(Records from a collection)
==================================================

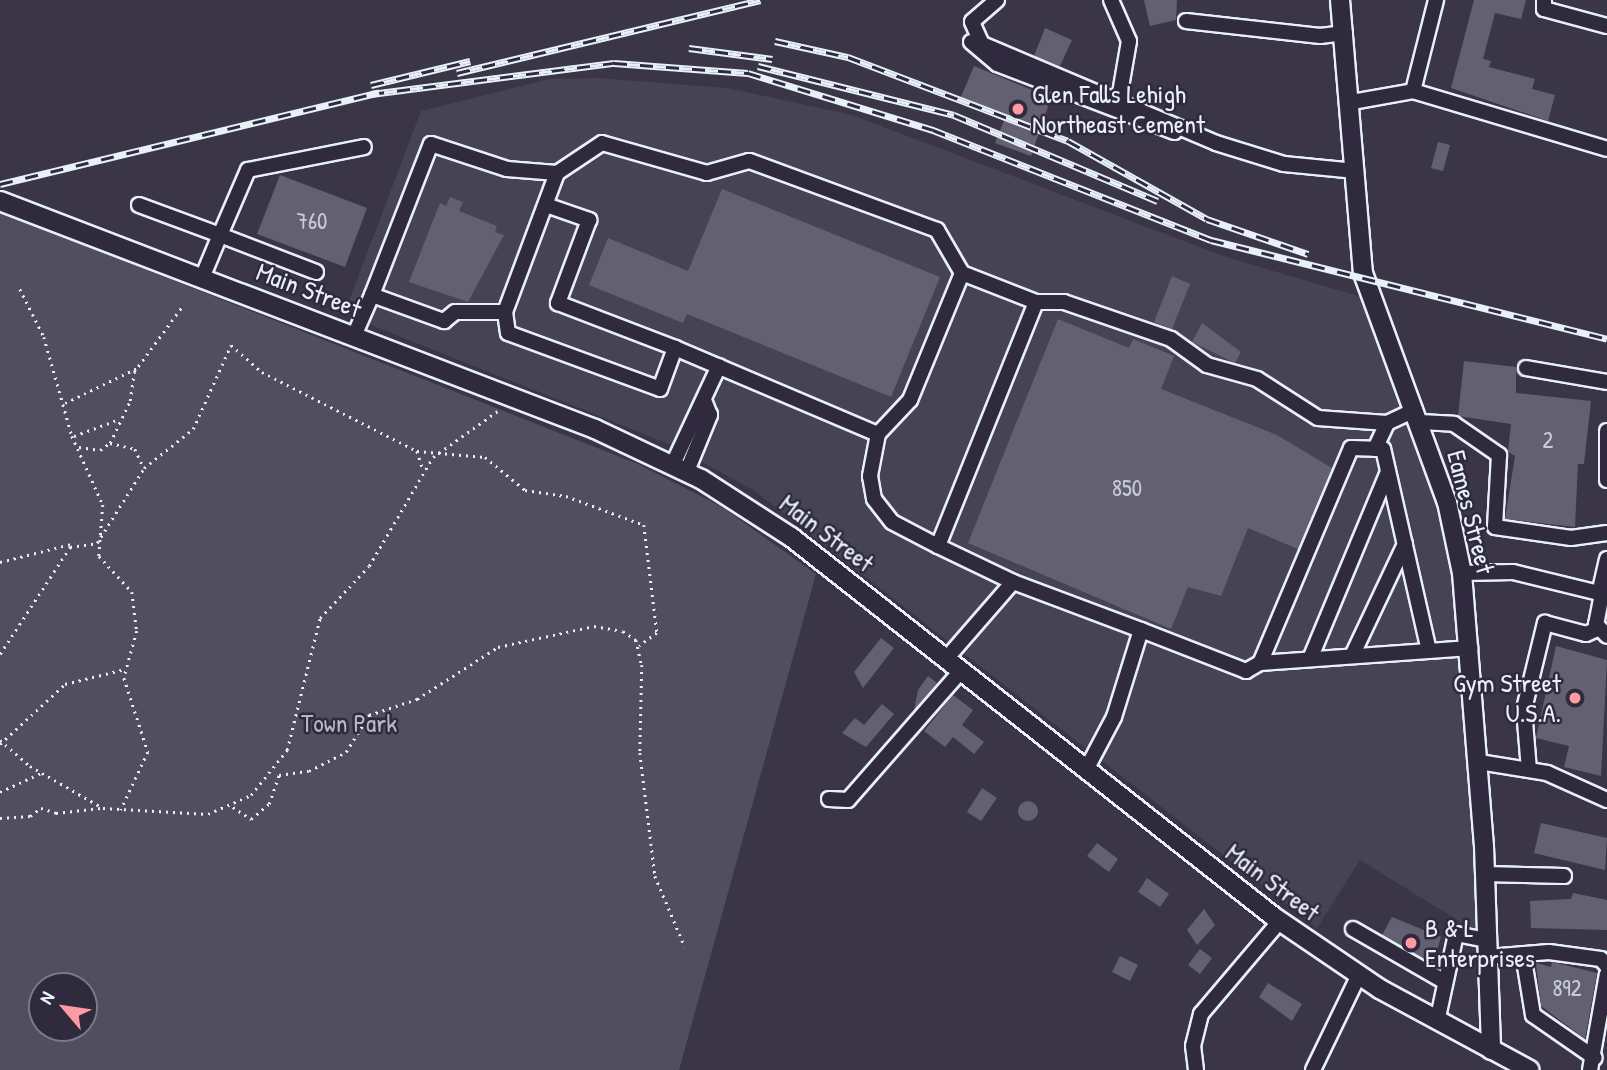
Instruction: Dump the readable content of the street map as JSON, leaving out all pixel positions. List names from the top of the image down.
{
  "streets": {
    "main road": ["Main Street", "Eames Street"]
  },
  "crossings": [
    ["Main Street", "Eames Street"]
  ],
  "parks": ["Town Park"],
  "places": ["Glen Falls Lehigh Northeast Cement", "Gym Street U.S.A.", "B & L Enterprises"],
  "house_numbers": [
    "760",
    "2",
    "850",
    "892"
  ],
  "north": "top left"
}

==================================================

Return every line of the records exactly as given, pictures excluded.

## Answer box
Instruction: Dump the readable content of the street map as JSON, leaving out all pixel positions. List names from the top of the image down.
{
  "streets": {
    "main road": ["Main Street", "Eames Street"]
  },
  "crossings": [
    ["Main Street", "Eames Street"]
  ],
  "parks": ["Town Park"],
  "places": ["Glen Falls Lehigh Northeast Cement", "Gym Street U.S.A.", "B & L Enterprises"],
  "house_numbers": [
    "760",
    "2",
    "850",
    "892"
  ],
  "north": "top left"
}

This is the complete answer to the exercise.